If Australia’s new Prime Minister and refreshed front bench are showing signs of being more progressive about renewable energy investment and R&D, it looks like they are also going to be far more candid about coal, and their plans to invest heavily there, too.
In interview with Fairfax media on Wednesday, the newly sworn in energy and resources minister Josh Frydenberg was crystal clear on the government’s intent to use taxpayer money from its $5 billion Northern Infrastructure Fund to help get the Adani-owned Carmichael coal mining project off the ground.
And he was equally clear that the Turnbull government’s attitude to developing new coal projects – despite the smart money being on all untapped fossil fuel resources staying in the ground, and despite the fact that most banks and institutional investors won’t touch the Galilee Basin project with a 10 foot barge pole – remains the same as the Abbott government’s.
“[Carmichael coal mine is] a very important project, which will see significant investment in Australia and provide electricity to millions of people in the developing world,” Frydenberg told the AFR, repeating the mantra of his former boss.
“Anti-development activism can create major delays in projects and send investment offshore, and you have to be very conscious of that when there are such large time frames involved and we are competing internationally for investment in this country,” he said.
The trouble is, the sort of investment Frydenberg sees Australia competing for is looking more like divestment to the rest of the world, with a new report showing that there is now an estimated $2.6 trillion in coal, gas and other fossil fuel assets set to be dumped from the investment portfolios of 430 institutions and 2,040 individuals aro
As we report here, the data from US consultancy Arabella Advisors reflects the increasingly convincing economic argument for avoiding fossil fuel investments, as the world’s carbon budget tightens in the fight against climate change, and as renewable energy technologies fall in cost.
Or as the managing director of SRI Wealth Management Group, Thomas Van Dyck, put its: “The Arabella Report shows that more and more investors are reducing their carbon risk today and diversifying their portfolios with the goal to harness the upside in the sustainable clean growth industries of the future.
“That underscores what I see every day as a financial advisor–that the demand for fossil-free investment products is increasing.”
The Abbott government, of course, never quite caught on to this investment trend.

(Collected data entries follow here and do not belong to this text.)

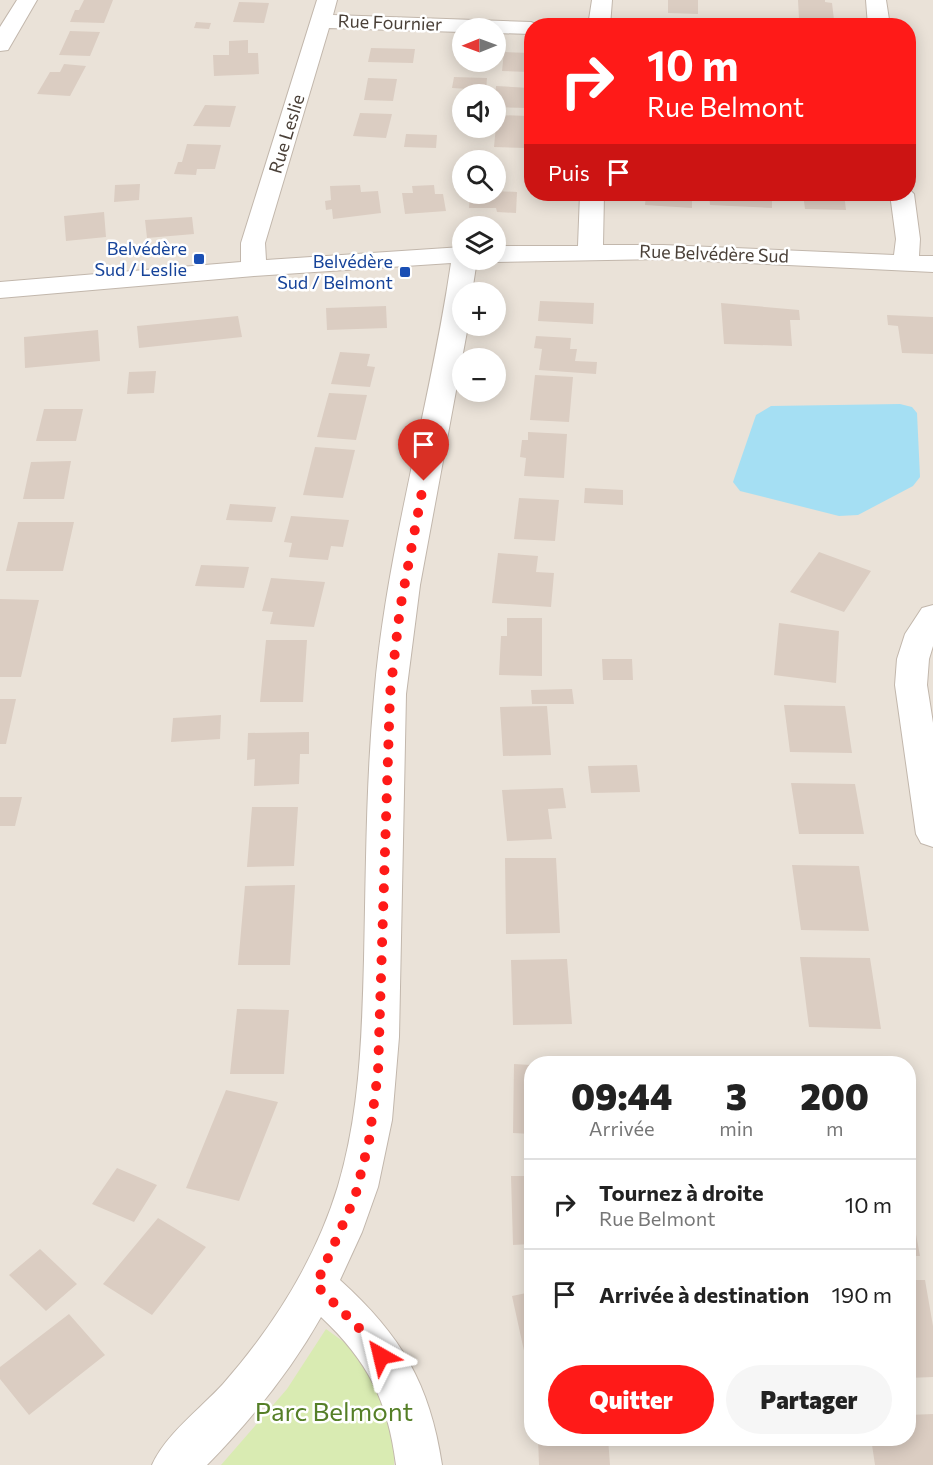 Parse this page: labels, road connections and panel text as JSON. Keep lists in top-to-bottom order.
{
  "streets": {
    "street": ["Rue Fournier", "Rue Leslie", "Rue Belvédère Sud"]
  },
  "crossings": [
    ["Rue Fournier", "Rue Leslie"]
  ],
  "parks": ["Parc Belmont"],
  "places": {
    "transit": ["Belvédère Sud / Leslie", "Belvédère Sud / Belmont"]
  },
  "north": "left",
  "page": {
    "map_buttons": ["+", "−"],
    "turn": ["10 m", "Rue Belmont"],
    "then": "Puis",
    "eta": [
      "09:44",
      "Arrivée",
      "3",
      "min",
      "200",
      "m"
    ],
    "list": [
      {
        "name": "Tournez à droite",
        "note": "Rue Belmont",
        "value": "10 m"
      },
      {
        "name": "Arrivée à destination",
        "value": "190 m"
      }
    ],
    "buttons": ["Quitter", "Partager"]
  }
}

Turnbull, a one-time merchant banker, appears to see the upside to investment in renewable energy. But his energy minister’s comments about Carmichael suggest the Coalition is still blinkered to the growing list of serious downsides – not least of all for the earth’s climate – attached to investment in new coal mines.

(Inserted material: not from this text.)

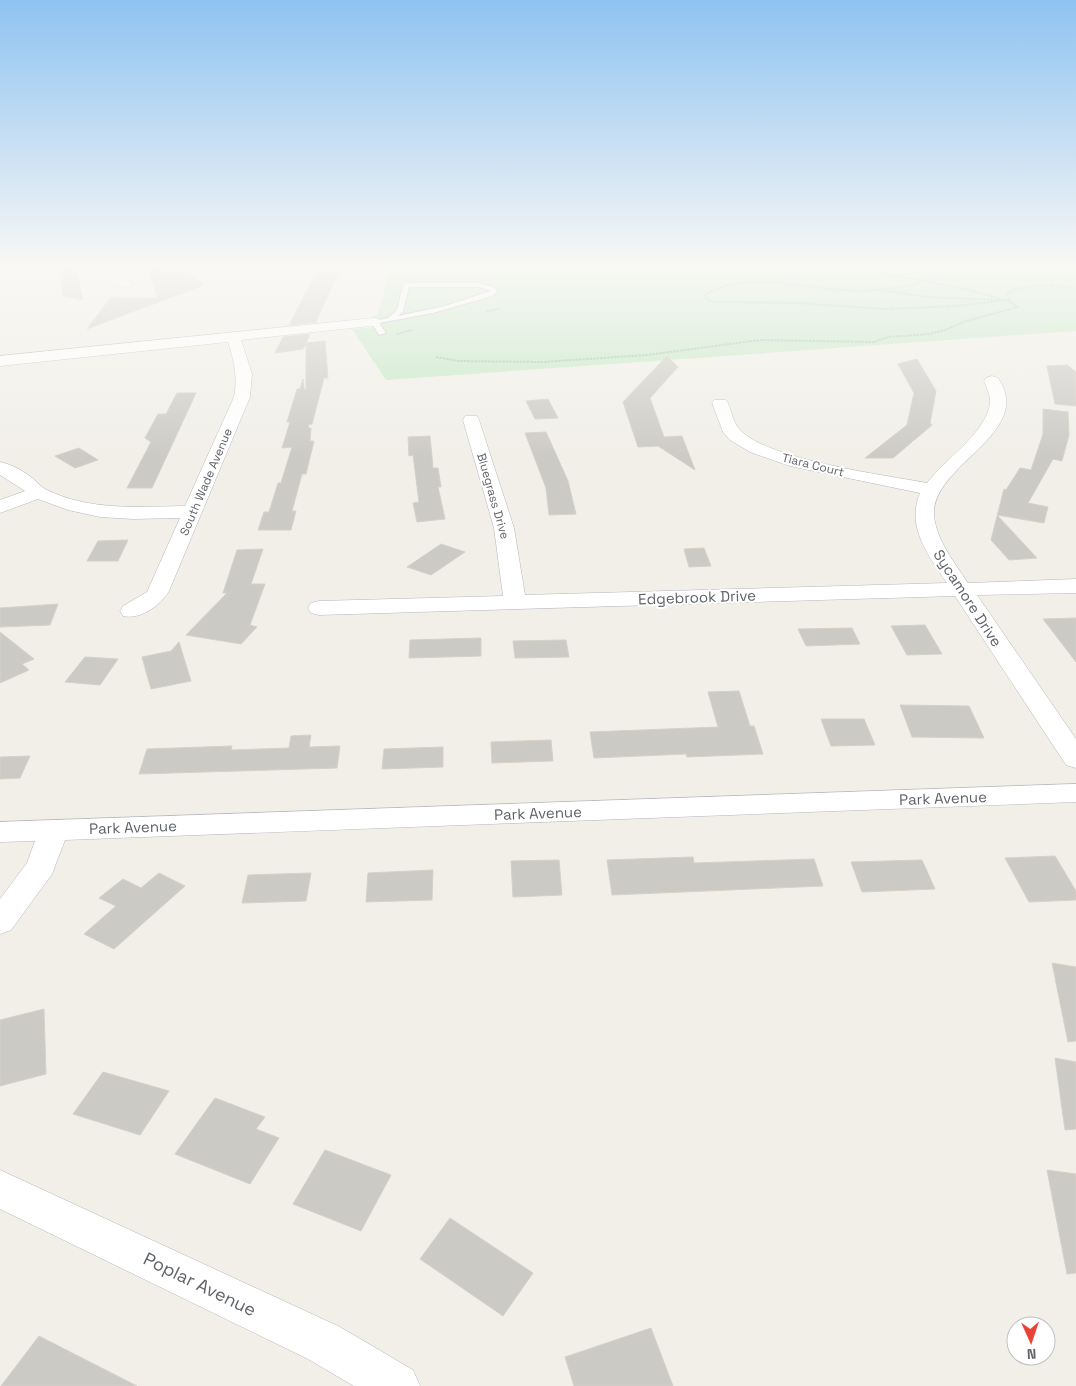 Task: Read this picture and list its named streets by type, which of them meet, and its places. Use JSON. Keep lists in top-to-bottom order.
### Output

Interestingly, new research from The Australia Insitute shows that the Coalition government is increasingly on its own in this regard, with between 65 and 78 per cent of voters showing support for the redirection of government subsidies for the fossil fuel and mining industries – currently totalling about $7 billion a year – into essential services like education and health.
TAI said on Wednesday that a survey had asked voters across Australia, and in several key electorates, “Would you support or oppose taking the subsidies that federal and state government currently give to the mining industry and redirecting them to essential services like hospitals and schools?”
“Whether in the coal mining seat of Newcastle (69% support), the regional seat of New England (76%) or the bellwether seat Eden Monaro (77%) – it’s clear that voters prioritise services over subsidies to mining and fossil fuels,” TAI executive director Ben Oquist said.
“The polling shows that Malcolm Turnbull and his new Minister have an opportunity to embrace new economic leadership that would simultaneously be popular, good for the budget and the economy.”
“Using taxpayers money to fund commercially unviable infrastructure projects through the $5 billion Northern Australia fund makes no sense economically, or politically.
“It’s refreshing that Malcolm Turnbull is not the anti-renewable energy activist that Tony Abbott was, but a big new subsidy for coal would clearly undermine the new PM’s climate credentials,” Oquist said.